WHAT YOU WILL DO:
Check every line of the entries for the string "song" and return the ones that contain it.

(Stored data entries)
"""

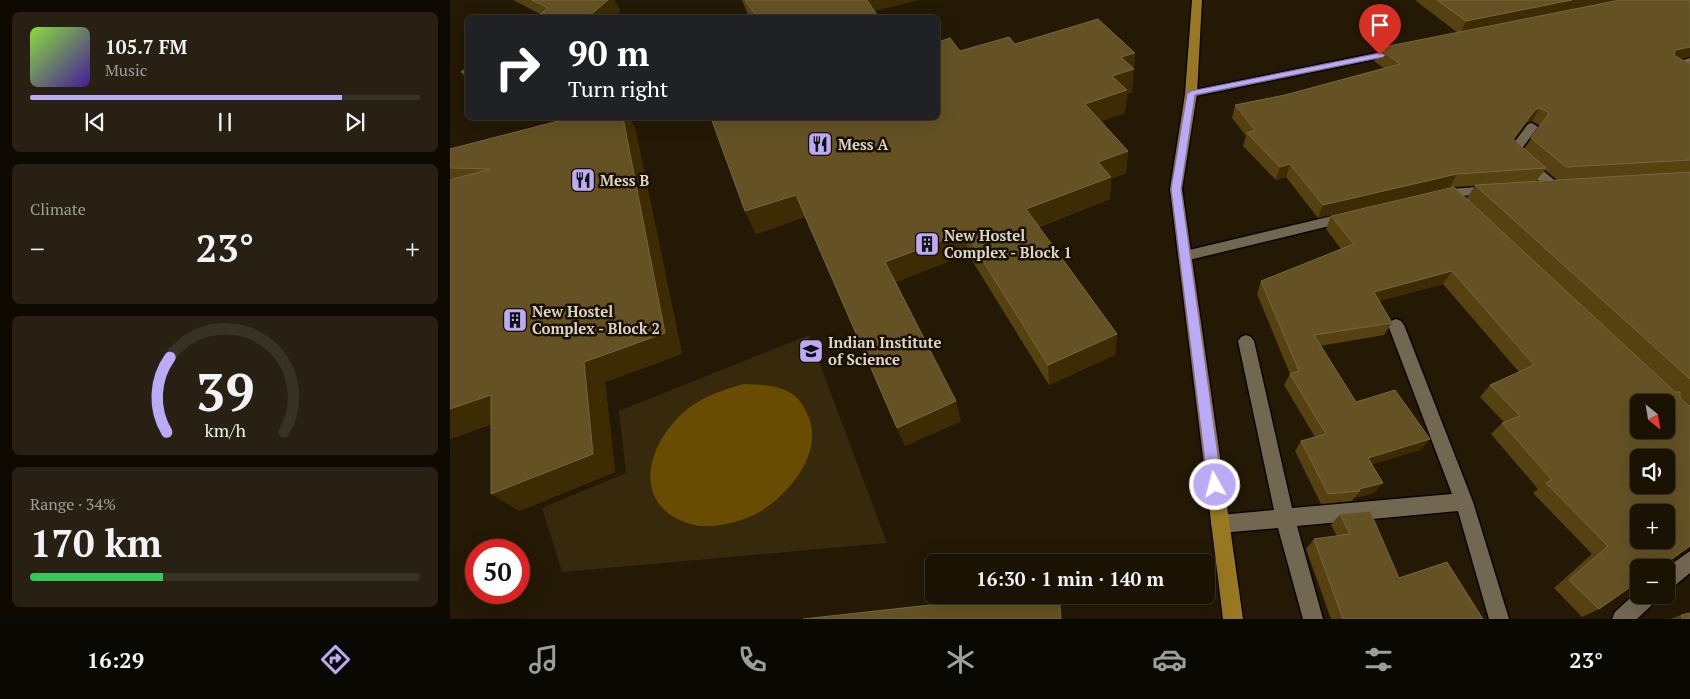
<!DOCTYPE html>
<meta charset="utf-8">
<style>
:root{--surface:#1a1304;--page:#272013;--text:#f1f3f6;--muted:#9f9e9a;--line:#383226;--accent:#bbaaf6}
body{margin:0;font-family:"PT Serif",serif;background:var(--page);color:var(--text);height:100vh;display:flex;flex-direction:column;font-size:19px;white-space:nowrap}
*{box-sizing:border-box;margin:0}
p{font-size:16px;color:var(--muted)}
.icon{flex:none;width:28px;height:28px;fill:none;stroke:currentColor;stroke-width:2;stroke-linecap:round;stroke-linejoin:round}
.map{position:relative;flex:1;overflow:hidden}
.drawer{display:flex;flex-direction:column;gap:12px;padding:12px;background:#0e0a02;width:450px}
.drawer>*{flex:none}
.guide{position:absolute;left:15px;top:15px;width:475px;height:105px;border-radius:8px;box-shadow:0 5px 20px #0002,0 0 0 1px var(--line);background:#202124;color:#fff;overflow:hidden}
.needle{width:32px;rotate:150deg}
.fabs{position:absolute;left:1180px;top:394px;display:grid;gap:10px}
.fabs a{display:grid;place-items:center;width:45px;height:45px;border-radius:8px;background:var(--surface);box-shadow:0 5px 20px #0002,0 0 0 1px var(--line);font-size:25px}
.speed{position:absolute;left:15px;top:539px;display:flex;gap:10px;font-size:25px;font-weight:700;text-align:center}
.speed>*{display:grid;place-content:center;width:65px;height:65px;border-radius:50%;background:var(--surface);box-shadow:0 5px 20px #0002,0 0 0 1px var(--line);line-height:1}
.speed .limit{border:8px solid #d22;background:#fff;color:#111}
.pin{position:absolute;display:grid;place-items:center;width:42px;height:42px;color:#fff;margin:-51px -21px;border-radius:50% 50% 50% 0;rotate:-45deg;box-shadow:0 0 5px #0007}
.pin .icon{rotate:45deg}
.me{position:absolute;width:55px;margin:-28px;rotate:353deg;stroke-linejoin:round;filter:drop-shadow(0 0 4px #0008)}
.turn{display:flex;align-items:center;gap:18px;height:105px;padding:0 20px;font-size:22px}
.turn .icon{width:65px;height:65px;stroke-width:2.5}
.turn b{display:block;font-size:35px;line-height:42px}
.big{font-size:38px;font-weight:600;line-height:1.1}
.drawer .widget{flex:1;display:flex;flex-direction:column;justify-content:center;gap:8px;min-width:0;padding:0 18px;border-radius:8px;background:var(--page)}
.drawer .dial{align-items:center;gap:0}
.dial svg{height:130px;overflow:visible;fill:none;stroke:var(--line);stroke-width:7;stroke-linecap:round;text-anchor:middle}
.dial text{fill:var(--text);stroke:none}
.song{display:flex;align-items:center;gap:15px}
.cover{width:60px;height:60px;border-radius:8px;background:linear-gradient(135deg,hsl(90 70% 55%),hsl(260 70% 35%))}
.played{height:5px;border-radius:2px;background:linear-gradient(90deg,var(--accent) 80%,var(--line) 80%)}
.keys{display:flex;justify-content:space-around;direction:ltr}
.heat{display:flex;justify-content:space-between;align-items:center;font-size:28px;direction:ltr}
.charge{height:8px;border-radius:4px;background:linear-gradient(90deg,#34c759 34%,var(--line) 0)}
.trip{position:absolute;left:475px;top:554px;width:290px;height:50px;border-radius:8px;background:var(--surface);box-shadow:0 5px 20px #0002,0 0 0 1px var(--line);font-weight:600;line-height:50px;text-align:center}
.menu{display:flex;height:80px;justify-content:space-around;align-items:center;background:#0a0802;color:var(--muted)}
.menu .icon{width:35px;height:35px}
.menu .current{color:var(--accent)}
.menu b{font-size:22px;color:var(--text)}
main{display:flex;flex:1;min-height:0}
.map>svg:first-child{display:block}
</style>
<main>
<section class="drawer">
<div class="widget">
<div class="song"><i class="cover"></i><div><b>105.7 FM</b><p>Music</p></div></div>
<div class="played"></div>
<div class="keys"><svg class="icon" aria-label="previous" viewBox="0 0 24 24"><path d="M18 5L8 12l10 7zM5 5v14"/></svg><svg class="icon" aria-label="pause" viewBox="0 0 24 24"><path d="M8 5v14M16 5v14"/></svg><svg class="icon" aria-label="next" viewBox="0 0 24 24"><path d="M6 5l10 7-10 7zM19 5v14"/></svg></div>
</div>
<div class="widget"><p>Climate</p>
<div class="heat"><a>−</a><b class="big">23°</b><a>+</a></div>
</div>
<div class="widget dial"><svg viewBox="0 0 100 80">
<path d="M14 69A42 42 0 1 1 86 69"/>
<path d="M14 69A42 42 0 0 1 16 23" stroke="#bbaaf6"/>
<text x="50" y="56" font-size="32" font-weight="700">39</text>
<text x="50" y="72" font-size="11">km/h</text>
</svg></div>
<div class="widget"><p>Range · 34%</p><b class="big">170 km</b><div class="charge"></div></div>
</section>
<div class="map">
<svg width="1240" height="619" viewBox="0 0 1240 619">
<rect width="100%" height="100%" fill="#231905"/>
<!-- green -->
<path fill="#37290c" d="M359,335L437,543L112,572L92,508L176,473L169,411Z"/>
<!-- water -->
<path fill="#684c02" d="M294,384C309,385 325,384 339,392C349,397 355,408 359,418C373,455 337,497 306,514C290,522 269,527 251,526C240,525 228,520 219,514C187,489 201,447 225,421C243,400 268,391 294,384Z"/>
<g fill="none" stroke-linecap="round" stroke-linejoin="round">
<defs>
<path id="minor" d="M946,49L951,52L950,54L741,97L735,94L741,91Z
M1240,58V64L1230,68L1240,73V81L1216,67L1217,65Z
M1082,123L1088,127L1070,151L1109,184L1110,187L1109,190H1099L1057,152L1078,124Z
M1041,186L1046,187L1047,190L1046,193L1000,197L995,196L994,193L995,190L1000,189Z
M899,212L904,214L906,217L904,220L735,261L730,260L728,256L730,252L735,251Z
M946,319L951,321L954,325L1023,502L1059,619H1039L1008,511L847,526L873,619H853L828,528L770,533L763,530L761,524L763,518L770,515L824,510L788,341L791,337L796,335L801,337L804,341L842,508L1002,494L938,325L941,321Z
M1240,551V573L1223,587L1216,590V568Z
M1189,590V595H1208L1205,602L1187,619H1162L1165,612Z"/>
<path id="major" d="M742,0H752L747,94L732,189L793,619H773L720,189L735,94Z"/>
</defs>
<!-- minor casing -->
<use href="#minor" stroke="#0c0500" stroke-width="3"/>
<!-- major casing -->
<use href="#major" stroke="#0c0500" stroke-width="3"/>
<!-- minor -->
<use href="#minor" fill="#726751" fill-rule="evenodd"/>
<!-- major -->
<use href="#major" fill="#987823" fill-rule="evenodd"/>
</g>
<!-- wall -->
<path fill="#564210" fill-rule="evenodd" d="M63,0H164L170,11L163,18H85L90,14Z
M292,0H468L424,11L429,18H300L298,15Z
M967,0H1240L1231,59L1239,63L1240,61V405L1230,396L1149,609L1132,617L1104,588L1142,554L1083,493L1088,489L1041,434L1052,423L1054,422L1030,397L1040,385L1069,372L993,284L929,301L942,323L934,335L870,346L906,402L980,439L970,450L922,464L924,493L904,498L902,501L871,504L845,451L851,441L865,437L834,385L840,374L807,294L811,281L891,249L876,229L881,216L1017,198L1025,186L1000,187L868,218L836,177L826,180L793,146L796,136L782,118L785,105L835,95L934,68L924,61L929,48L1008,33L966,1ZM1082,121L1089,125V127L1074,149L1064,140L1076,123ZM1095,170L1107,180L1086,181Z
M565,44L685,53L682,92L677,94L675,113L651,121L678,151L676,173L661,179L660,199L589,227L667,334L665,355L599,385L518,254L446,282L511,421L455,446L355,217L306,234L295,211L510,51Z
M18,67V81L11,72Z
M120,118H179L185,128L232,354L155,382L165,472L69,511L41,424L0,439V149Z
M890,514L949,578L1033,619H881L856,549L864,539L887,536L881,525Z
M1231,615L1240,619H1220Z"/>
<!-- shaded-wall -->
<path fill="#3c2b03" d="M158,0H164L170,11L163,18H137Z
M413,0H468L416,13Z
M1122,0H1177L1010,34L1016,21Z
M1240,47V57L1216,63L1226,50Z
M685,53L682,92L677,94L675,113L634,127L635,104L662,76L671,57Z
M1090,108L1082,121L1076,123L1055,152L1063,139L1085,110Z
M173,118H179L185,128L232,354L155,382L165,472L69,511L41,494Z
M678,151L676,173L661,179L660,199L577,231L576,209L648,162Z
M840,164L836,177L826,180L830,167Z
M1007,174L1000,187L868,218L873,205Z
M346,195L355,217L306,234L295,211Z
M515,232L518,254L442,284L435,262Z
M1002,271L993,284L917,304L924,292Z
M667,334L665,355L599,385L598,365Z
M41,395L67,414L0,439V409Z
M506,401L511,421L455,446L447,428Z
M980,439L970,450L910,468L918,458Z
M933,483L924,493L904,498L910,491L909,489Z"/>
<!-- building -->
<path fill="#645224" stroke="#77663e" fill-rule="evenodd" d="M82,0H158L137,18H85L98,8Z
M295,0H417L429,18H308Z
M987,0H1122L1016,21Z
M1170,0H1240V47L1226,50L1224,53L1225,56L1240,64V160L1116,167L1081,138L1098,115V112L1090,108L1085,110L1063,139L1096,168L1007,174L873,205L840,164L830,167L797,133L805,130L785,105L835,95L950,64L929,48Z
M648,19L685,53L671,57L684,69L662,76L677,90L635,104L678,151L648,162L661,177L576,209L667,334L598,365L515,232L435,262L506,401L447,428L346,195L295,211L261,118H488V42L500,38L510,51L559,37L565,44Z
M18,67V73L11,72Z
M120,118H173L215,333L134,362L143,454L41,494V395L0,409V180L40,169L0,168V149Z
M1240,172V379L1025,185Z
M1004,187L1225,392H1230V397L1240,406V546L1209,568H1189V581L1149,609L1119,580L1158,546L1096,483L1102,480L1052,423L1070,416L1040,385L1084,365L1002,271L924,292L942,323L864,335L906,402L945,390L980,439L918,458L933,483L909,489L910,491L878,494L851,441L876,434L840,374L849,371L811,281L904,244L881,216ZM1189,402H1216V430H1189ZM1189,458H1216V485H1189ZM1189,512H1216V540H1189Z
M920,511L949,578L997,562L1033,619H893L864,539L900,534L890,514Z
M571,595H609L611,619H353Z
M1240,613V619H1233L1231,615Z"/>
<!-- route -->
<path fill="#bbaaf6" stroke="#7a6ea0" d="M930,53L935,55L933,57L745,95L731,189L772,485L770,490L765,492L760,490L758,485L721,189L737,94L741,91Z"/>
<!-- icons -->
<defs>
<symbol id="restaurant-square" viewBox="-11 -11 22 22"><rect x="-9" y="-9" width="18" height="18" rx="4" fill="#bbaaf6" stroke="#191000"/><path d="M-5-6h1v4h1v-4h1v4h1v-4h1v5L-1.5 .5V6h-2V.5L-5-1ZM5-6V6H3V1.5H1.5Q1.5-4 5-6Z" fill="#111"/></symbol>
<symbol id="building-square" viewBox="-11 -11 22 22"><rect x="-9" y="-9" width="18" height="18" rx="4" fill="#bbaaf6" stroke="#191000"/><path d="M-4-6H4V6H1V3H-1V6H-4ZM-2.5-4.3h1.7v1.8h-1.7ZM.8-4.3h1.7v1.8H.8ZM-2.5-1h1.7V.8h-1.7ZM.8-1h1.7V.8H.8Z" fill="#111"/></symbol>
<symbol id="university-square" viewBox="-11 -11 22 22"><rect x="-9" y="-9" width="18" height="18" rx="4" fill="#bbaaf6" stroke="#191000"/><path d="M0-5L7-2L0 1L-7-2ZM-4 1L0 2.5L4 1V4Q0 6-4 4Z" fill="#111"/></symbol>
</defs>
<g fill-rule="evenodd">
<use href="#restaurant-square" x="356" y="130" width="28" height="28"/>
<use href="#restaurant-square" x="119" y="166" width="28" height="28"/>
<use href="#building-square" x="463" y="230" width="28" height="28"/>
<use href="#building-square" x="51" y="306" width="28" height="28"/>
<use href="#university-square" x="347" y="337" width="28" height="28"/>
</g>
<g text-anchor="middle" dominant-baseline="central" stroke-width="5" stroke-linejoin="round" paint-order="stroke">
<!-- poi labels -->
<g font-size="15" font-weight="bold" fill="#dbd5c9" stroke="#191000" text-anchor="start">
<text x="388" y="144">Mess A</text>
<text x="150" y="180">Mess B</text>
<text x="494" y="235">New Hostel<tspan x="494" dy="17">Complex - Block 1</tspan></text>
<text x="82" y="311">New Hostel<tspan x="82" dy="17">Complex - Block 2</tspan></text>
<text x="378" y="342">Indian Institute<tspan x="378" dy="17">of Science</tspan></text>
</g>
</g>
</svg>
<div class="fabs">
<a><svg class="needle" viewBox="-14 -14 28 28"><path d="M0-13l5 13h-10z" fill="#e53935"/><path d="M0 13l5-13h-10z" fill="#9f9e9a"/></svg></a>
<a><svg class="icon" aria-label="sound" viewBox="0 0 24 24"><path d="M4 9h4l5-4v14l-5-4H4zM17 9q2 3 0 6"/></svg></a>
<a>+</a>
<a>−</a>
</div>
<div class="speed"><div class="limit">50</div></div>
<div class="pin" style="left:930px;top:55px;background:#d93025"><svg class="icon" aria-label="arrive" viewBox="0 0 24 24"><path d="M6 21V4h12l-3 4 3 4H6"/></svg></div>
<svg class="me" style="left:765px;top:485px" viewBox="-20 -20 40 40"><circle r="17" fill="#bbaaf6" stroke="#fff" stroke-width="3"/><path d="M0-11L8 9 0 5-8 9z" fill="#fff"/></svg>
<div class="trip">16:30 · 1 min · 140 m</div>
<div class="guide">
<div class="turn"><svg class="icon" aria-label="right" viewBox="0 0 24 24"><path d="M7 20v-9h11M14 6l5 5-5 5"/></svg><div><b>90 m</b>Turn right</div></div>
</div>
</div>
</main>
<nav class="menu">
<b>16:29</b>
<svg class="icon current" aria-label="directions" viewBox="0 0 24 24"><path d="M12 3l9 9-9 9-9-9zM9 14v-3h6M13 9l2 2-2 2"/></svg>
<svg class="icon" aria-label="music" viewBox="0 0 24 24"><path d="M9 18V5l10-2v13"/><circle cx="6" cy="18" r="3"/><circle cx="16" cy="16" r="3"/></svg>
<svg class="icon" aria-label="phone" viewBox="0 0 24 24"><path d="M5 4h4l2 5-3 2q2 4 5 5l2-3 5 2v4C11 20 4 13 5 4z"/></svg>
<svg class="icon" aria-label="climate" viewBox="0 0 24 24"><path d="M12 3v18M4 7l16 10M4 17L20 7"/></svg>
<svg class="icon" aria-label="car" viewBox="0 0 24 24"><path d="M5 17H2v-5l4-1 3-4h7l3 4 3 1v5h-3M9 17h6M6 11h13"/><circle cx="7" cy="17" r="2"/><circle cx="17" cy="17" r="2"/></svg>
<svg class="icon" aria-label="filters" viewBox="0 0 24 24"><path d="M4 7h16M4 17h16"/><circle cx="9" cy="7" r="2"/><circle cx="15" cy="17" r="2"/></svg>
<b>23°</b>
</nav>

"""

TASK OUTPUT:
.song{display:flex;align-items:center;gap:15px}
<div class="song"><i class="cover"></i><div><b>105.7 FM</b><p>Music</p></div></div>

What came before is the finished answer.